Karadzic, who ran a psychiatric practice in Sarajevo, founded the Serbian Democratic Party, and became president of the so-called Srbska Republik. After Serbs laid siege to the city, Karadzic moved his headquarters to the suburb of Pale, in May of 1992. Karadzic often showed Western reporters maps of Bosnia with large zones where he said Serbs used to be a majority – one rationale for claiming a right to retake those lands.
Hated as a 'true believer' in racism
Karadzic is particularly hated by Croats and Bosnian Muslims as a "true believer" in Serbian myths and ethnic superiority. Whereas Milosevic came to be understood as a cynical politician who simply wanted to exercise absolute power, Karadzic was seen by his victims as someone who zealously believed in his work.

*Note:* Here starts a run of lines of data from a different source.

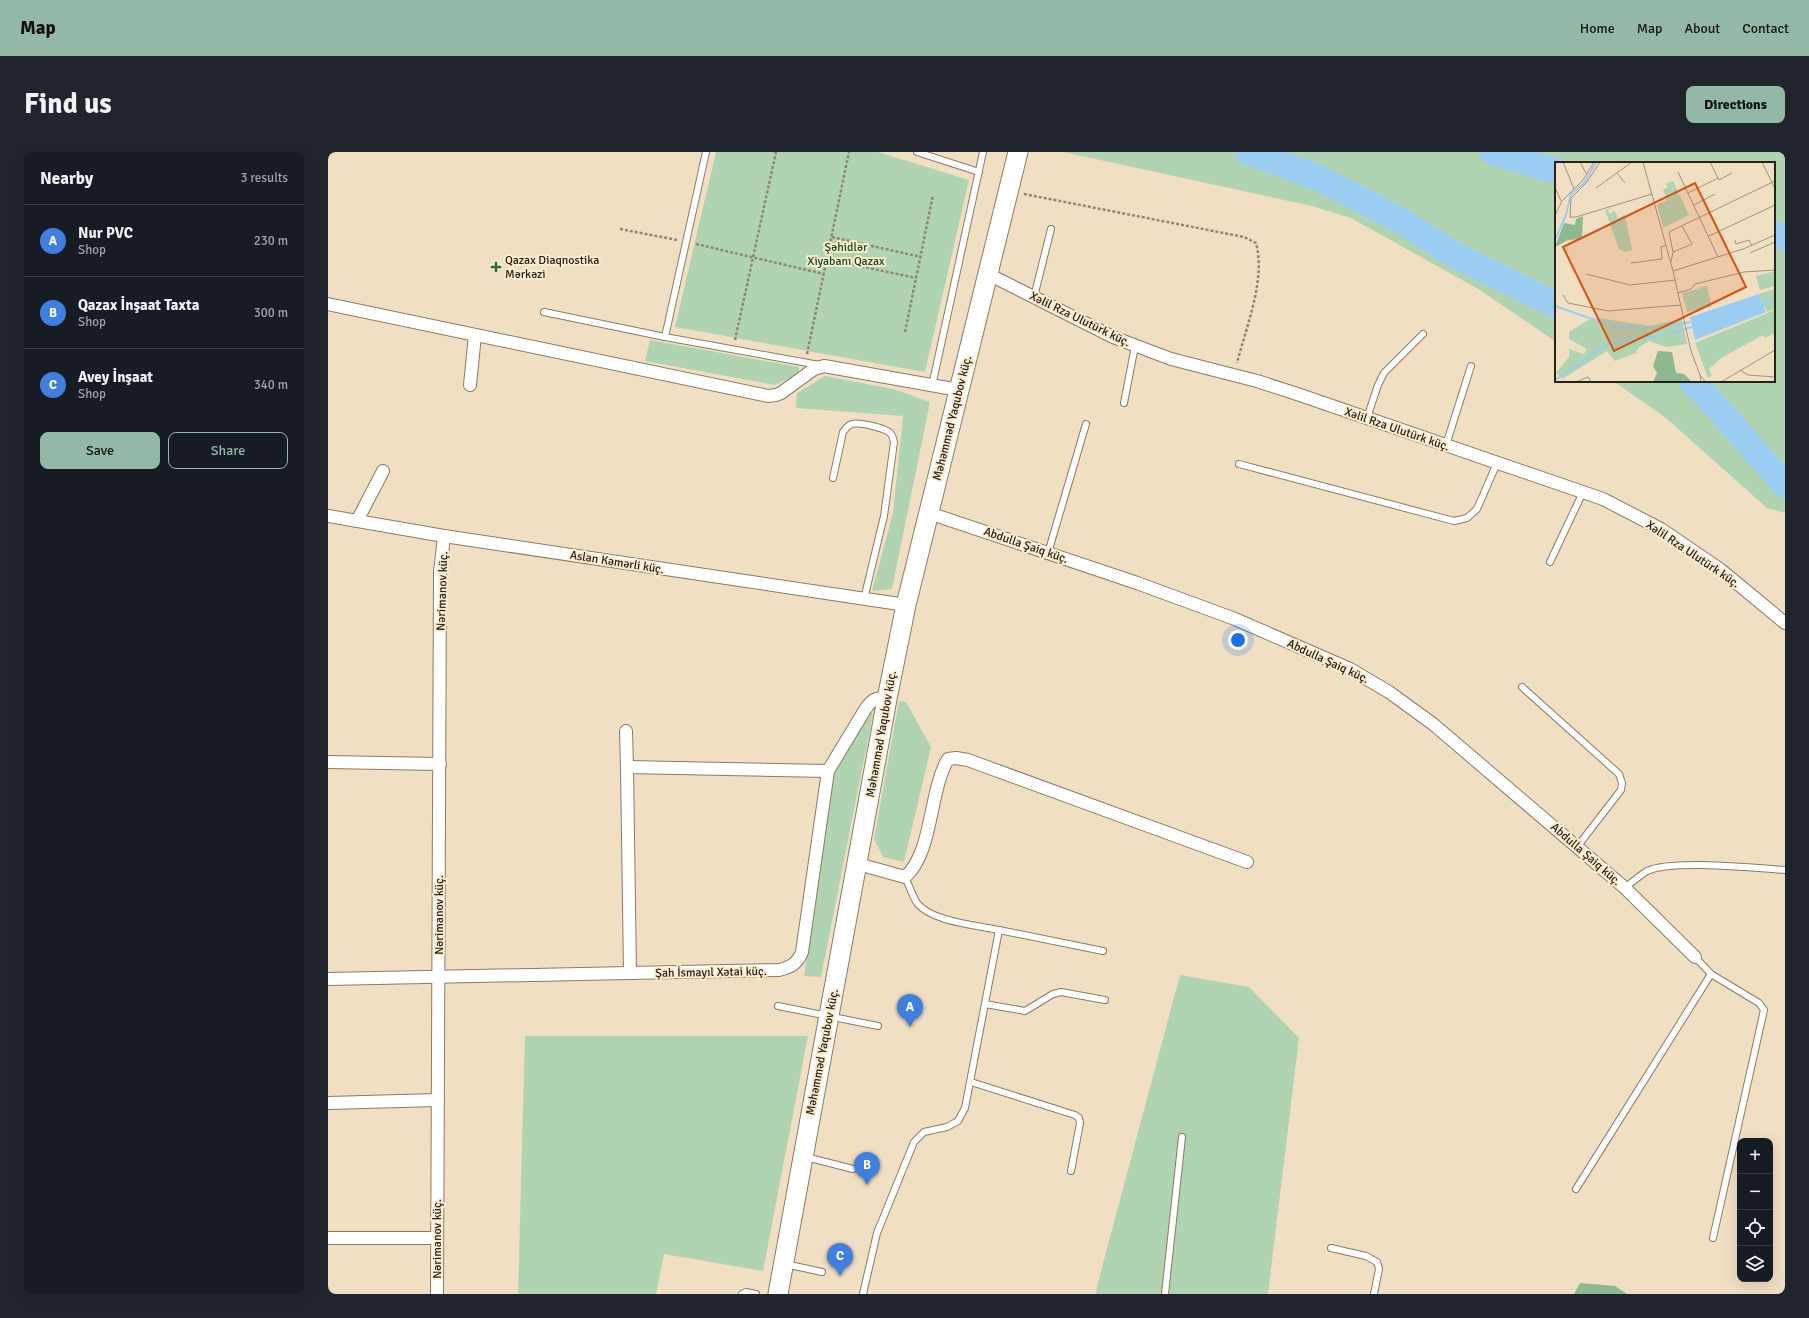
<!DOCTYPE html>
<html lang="en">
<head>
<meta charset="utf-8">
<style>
	:root { --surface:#171b24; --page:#20242c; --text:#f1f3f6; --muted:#9ea1a6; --line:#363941; --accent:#93b9a6 }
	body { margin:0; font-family:Signika,sans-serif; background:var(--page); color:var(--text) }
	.controls { position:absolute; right:12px; bottom:12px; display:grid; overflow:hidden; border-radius:8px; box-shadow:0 4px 16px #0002 }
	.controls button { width:36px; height:36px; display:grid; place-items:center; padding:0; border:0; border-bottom:1px solid var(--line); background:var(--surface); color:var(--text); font:20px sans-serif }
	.you { position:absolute; left:910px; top:488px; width:14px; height:14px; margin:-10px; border:3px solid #fff; border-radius:50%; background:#1a73e8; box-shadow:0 0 0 6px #1a73e833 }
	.badge { display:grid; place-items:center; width:26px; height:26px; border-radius:50%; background:var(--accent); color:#fff; font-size:13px; font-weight:700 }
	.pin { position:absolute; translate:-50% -33px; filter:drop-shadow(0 1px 2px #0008) }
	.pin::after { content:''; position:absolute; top:21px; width:14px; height:12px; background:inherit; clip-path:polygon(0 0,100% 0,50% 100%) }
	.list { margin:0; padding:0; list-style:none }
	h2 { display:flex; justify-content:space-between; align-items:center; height:52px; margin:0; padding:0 16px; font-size:17px }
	h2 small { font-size:13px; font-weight:400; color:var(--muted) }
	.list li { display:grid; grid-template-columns:26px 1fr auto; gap:12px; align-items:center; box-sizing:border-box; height:72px; padding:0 16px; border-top:1px solid var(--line) }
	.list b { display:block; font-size:15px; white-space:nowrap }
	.list p { margin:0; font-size:13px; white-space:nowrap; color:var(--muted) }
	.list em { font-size:13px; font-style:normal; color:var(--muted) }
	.actions { display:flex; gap:8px; padding:12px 16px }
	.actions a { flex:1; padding:9px 0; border:1px solid var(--accent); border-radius:8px; text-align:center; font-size:14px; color:var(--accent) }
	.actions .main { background:var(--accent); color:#111 }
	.icon { flex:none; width:22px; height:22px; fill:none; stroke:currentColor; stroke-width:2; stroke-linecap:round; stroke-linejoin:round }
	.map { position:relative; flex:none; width:1457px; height:1142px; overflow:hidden; border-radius:8px }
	header { display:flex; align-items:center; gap:24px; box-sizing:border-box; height:56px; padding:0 20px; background:var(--accent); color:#111 }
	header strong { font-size:19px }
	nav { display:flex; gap:22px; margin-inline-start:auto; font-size:14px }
	.intro { display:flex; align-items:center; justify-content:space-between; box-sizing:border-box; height:96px; padding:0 24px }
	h1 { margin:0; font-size:28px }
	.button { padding:10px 18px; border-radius:8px; background:var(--accent); color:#111; font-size:14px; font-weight:700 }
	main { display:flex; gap:24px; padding:0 24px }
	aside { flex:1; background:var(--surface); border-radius:8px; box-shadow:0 4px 16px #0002 }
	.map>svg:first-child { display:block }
	.green { fill:#b0d3b2 }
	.forest { fill:#8db990 }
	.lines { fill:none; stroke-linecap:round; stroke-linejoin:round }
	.river { stroke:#9acdf1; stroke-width:26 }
	.lane-casing { stroke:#8c7c63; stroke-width:8 }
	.street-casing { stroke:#8c7c63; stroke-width:14 }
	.primary-casing { stroke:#8c7c63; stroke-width:21 }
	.path { stroke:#928673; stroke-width:2.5; stroke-dasharray:3 2; stroke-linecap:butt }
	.lane { stroke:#fff; stroke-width:6 }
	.street { stroke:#fff; stroke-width:12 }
	.primary { stroke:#fff; stroke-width:19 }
	.poi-dot { fill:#217345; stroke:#feecd1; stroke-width:1.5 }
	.labels { text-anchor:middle; stroke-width:4; stroke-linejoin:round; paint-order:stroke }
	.park-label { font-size:12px; fill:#0b4e1b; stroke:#feecd1 }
	.poi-label { font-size:12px; fill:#272117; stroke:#feecd1; text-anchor:start }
	.street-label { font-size:12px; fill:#272117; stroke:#feecd1 }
	.inset-river { fill:none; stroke:#9acdf1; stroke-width:2 }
	.inset-road { fill:none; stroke:#a0937f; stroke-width:1 }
	.view { fill:#d5530d; fill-opacity:0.15; stroke:#d5530d; stroke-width:2 }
	.inset-edge { fill:none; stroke:#272117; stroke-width:2 }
</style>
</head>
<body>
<header>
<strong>Map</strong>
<nav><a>Home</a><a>Map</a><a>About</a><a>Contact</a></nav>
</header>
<div class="intro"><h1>Find us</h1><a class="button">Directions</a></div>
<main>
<aside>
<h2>Nearby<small>3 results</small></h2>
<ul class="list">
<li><span class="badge" style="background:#3f7fe0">A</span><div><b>Nur PVC</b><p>Shop</p></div><em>230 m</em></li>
<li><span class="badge" style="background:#3f7fe0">B</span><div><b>Qazax İnşaat Taxta</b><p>Shop</p></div><em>300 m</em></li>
<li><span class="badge" style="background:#3f7fe0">C</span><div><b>Avey İnşaat</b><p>Shop</p></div><em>340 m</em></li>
</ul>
<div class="actions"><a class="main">Save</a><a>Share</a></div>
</aside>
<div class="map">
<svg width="1457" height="1142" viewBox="0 0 1457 1142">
	<rect width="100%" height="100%" fill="#f1dfc4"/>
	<g class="green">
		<path d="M 388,0 L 550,0 L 641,28 L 597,220 L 347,175 Z"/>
		<path d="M 735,0 L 1457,0 L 1457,361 L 1439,356 L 1338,266 L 1285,229 L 1446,229 L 1446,11 L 1228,11 L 1228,190 L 1152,138 L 1023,66 L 984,54 Z"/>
		<path d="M 322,188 L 471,215 L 470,222 L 447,233 L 317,209 Z"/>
		<path d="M 497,224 L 565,237 L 602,250 L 564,437 L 544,439 L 565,361 L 575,264 L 468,256 L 469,241 Z"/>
		<path d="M 571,549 L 578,550 L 603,595 L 576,710 L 555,705 L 546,687 Z"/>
		<path d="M 542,559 L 545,562 L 493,825 L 476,824 L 504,623 Z"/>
		<path d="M 852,823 L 921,835 L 971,886 L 940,1142 L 768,1142 L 769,1134 Z"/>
		<path d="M 197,884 L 480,884 L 435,1119 L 336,1102 L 328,1142 L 190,1142 Z"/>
	</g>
	<path class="forest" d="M 1252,1131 L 1287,1134 L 1299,1142 L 1246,1142 Z"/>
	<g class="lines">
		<g class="river">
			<path d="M 920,0 L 993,27 L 1070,67 L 1127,103 L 1228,153"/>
			<path d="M 1164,0 L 1228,19"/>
			<path d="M 1446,82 L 1457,85"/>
			<path d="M 1363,229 L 1367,231 L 1457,333"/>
		</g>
		<g class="lane-casing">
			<g id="lane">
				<path d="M 378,0 L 337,185 L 491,213"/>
				<path d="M 589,0 L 651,20"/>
				<path d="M 706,145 L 723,77"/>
				<path d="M 216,160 L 337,185"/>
				<path d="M 604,234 L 655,0"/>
				<path d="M 796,251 L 807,194"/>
				<path d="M 1039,266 L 1050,233 L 1056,221 L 1095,182"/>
				<path d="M 1118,293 L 1143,214"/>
				<path d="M 911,312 L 1126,369 L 1139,366 L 1149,357 L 1169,311"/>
				<path d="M 505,326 L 515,280 C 518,276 520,273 524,272 C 531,270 559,276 563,282 C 565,284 565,287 566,290 L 556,364 L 536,447"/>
				<path d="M 720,401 L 758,272"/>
				<path d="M 1222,410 L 1255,340"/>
				<path d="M 1194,535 L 1291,622 L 1294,631 L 1293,638 L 1249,695"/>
				<path d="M 1297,736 C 1304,730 1311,724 1319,719 C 1344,707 1427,716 1457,718"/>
				<path d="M 671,778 L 775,799"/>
				<path d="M 1383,822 L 1431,851 L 1436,858 L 1385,1086"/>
				<path d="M 657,852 L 697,859 L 725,842 L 733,840 L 777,848"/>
				<path d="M 450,854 L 550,874"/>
				<path d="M 643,930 L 747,963 L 751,966 L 752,971 L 743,1019"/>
				<path d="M 478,1005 L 525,1017"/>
				<path d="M 1248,1037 L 1383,822 L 1367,805"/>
				<path d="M 1003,1096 L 1038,1104 L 1049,1110 L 1051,1117 L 1046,1142"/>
				<path d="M 457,1112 L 494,1120"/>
				<path d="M 414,1142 L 418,1140 L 428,1142"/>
				<path d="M 535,1142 L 549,1081 L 586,990 L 596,980 L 619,975 L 630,969 L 637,956 L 671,778 C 648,773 604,770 589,751 C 584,743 581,733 577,725"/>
				<path d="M 837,1142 L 854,985"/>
			</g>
		</g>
		<g class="street-casing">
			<g id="street">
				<path d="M 660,122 L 785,185 L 843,207 L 929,229 L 972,243 L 1275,347 L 1333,377 L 1393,418 L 1457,471"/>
				<path d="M 0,152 L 440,244 L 448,243 L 453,241 L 486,217 L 496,214 L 631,238"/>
				<path d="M 142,233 L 147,183"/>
				<path d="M 601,361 L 809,431 L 907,467 L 1022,517 L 1061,540 L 1105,572 L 1297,736 L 1367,805"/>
				<path d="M 0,364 L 116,384 L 578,453"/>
				<path d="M 29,369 L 55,319"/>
				<path d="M 298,579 L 299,615"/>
				<path d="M 0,610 L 112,612"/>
				<path d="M 530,712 L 577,725 C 605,701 601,639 620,607 L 628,606 L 640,608 L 919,710"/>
				<path d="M 302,821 L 299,615 L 500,619"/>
				<path d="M 0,827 L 451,818 C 463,815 469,812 474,800 L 500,619 L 538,556 C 545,547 548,545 559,547"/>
				<path d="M 0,951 L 110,948"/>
				<path d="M 0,1086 L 109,1086"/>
				<path d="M 109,1142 L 112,420 L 116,384"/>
			</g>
		</g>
		<g class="primary-casing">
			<path id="primary" d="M 450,1142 L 559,547 L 578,453 L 690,0"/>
		</g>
		<g class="path">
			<path d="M 696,42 L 916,85 L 928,91 C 938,128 918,175 909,211"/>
			<path d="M 292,77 L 349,88"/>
			<path d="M 504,85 L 593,105"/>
			<path d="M 368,92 L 496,122"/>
			<path d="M 499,107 L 588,126"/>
			<path d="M 577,180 L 605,43"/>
			<path d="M 407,188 L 448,0"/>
			<path d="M 479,202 L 521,0"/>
		</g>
		<use href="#lane" class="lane"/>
		<use href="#street" class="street"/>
		<use href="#primary" class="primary"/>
	</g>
	<path class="poi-dot" d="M166 109h4v4h4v4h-4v4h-4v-4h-4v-4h4z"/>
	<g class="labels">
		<g class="park-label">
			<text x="518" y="99">Şəhidlər<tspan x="518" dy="14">Xiyabanı Qazax</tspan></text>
		</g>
		<g class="poi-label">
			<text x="177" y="112">Qazax Diaqnostika<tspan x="177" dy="14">Mərkəzi</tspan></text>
		</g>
		<g class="street-label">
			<text transform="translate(752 167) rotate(26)" y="4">Xəlil Rza Ulutürk küç.</text>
			<text transform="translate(624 266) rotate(-76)" y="4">Məhəmməd Yaqubov küç.</text>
			<text transform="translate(1069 277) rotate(19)" y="4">Xəlil Rza Ulutürk küç.</text>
			<text transform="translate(698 393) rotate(19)" y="4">Abdulla Şaiq küç.</text>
			<text transform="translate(1365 402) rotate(34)" y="4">Xəlil Rza Ulutürk küç.</text>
			<text transform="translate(289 410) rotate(9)" y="4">Aslan Kəmərli küç.</text>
			<text transform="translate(114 439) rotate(-88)" y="4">Nərimanov küç.</text>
			<text transform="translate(1000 509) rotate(25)" y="4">Abdulla Şaiq küç.</text>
			<text transform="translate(553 582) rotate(-80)" y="4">Məhəmməd Yaqubov küç.</text>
			<text transform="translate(1258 702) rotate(41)" y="4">Abdulla Şaiq küç.</text>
			<text transform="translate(111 763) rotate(-90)" y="4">Nərimanov küç.</text>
			<text transform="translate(383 820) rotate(-1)" y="4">Şah İsmayıl Xətai küç.</text>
			<text transform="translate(494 900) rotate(-79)" y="4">Məhəmməd Yaqubov küç.</text>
			<text transform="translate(109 1087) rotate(-90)" y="4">Nərimanov küç.</text>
		</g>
	</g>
	<g transform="translate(1227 10)">
		<rect width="220" height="220" fill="#f1dfc4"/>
		<path d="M 118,19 L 134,53 L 108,66 L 102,42 L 112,39 L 108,27 L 113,26 L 111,22 ZM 59,45 L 53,48 L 54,52 L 60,49 L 63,56 L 70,53 L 77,88 L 70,90 L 64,87 L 50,48 ZM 220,109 L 220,124 L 205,128 L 201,114 ZM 152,124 L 157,145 L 132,150 L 127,131 ZM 220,127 L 220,147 L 212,150 L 204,132 ZM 220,148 L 220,171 L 210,176 L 208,173 L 166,196 L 154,207 L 157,214 L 153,216 L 140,181 ZM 44,156 L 95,164 L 127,157 L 132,182 L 112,185 L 94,179 L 84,185 L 81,191 L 60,199 L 52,189 L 7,217 L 1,211 L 14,195 L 14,187 L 29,192 L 32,187 L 14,177 L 14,170 L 33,158 Z" fill="#b0d3b2"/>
		<path d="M 28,54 L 27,77 L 13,78 L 0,85 L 9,61 L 20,63 L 21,57 ZM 103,189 L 117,190 L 121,211 L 129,212 L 137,220 L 98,220 L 102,211 L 98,204 Z" fill="#8db990"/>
		<path d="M 204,132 L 211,150 L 140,178 L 135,155 Z" fill="#9acdf1"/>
		<path class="inset-river" d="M 0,78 L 11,53 L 16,32 L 30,20 L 41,0M 206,143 L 220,139M 0,144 L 57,164 L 100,166 L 136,160M 0,218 L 53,182 L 118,171 L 140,164"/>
		<path class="inset-road" d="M 8,0 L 19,27M 25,0 L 32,13M 45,0 L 32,20 L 16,36 L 15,55 L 21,55 L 97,32M 88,0 L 118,109 L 136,189 L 145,213M 155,0 L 164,18 L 177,11M 207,0 L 220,27M 123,10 L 163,95M 62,11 L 70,21M 0,25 L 6,39M 41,26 L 77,0M 133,31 L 163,16M 139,43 L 160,32M 0,53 L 7,39 L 28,18 L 39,0M 154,74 L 220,43M 180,78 L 181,82 L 194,78 L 197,84M 118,90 L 137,82 L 127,64M 195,91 L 220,80M 116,100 L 118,90 L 114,70 L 220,19M 76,101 L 107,97 L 106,85 L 111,83M 118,109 L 188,87 L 220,73M 31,112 L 75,123 L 121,118M 123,131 L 136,127 L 140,122 L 189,110 L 220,108M 8,133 L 13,141 L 53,149 L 126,143M 185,208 L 193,213 L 220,215M 21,220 L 33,215 L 36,220M 146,220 L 145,213 L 151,220M 166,220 L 220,188"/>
		<path class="view" d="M 140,21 L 191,125 L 59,189 L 8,85 Z"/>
		<rect width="220" height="220" class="inset-edge"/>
	</g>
</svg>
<div class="controls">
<button>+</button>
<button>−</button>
<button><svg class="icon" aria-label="locate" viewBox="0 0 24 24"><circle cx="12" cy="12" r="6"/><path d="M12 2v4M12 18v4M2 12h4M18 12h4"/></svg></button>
<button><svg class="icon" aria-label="layers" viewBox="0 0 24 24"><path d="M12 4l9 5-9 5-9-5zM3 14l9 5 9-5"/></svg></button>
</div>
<div class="you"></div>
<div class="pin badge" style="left:582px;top:875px;background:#3f7fe0">A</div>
<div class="pin badge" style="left:539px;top:1033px;background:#3f7fe0">B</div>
<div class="pin badge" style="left:512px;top:1124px;background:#3f7fe0">C</div>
</div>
</main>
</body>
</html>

"Karadzic is probably the most significant character in the saga of genocide in Bosnia," says Paul Williams of the Public International Law and Policy Group in Washington, and an adviser to Bosnia at Dayton. "He is the most heinous figure. Milosevic was a criminal mastermind who didn't really care if he got what he wanted by genocide. For Milosevic, genocide was a means, not an objective. For Karadzic, it was an objective."
Charges against Karadzic and Mladic include genocide and war crimes for, among other things, executing Muslim intellectuals and publicly prominent citizens along the Drina River in 1992, sniping at civilians in Sarajevo, killing 8,000 civilians in the UN-protected Srebrenica "safe area," and holding UN peacekeepers hostage.
Human rights groups say that putting accused leaders like former Liberian President Charles Taylor, Milosevic, and now Karadzic in the dock at Hague tribunals adds credibility to the argument that times are changing in the field of international justice.
One little regarded but important aspect of a Karadzic trial may be the testimony he gives about talks with such diplomats as Douglas Hurd and Lord Owen of Britain, Cyrus Vance of the US, and others with whom he secured peace deals and cease-fires.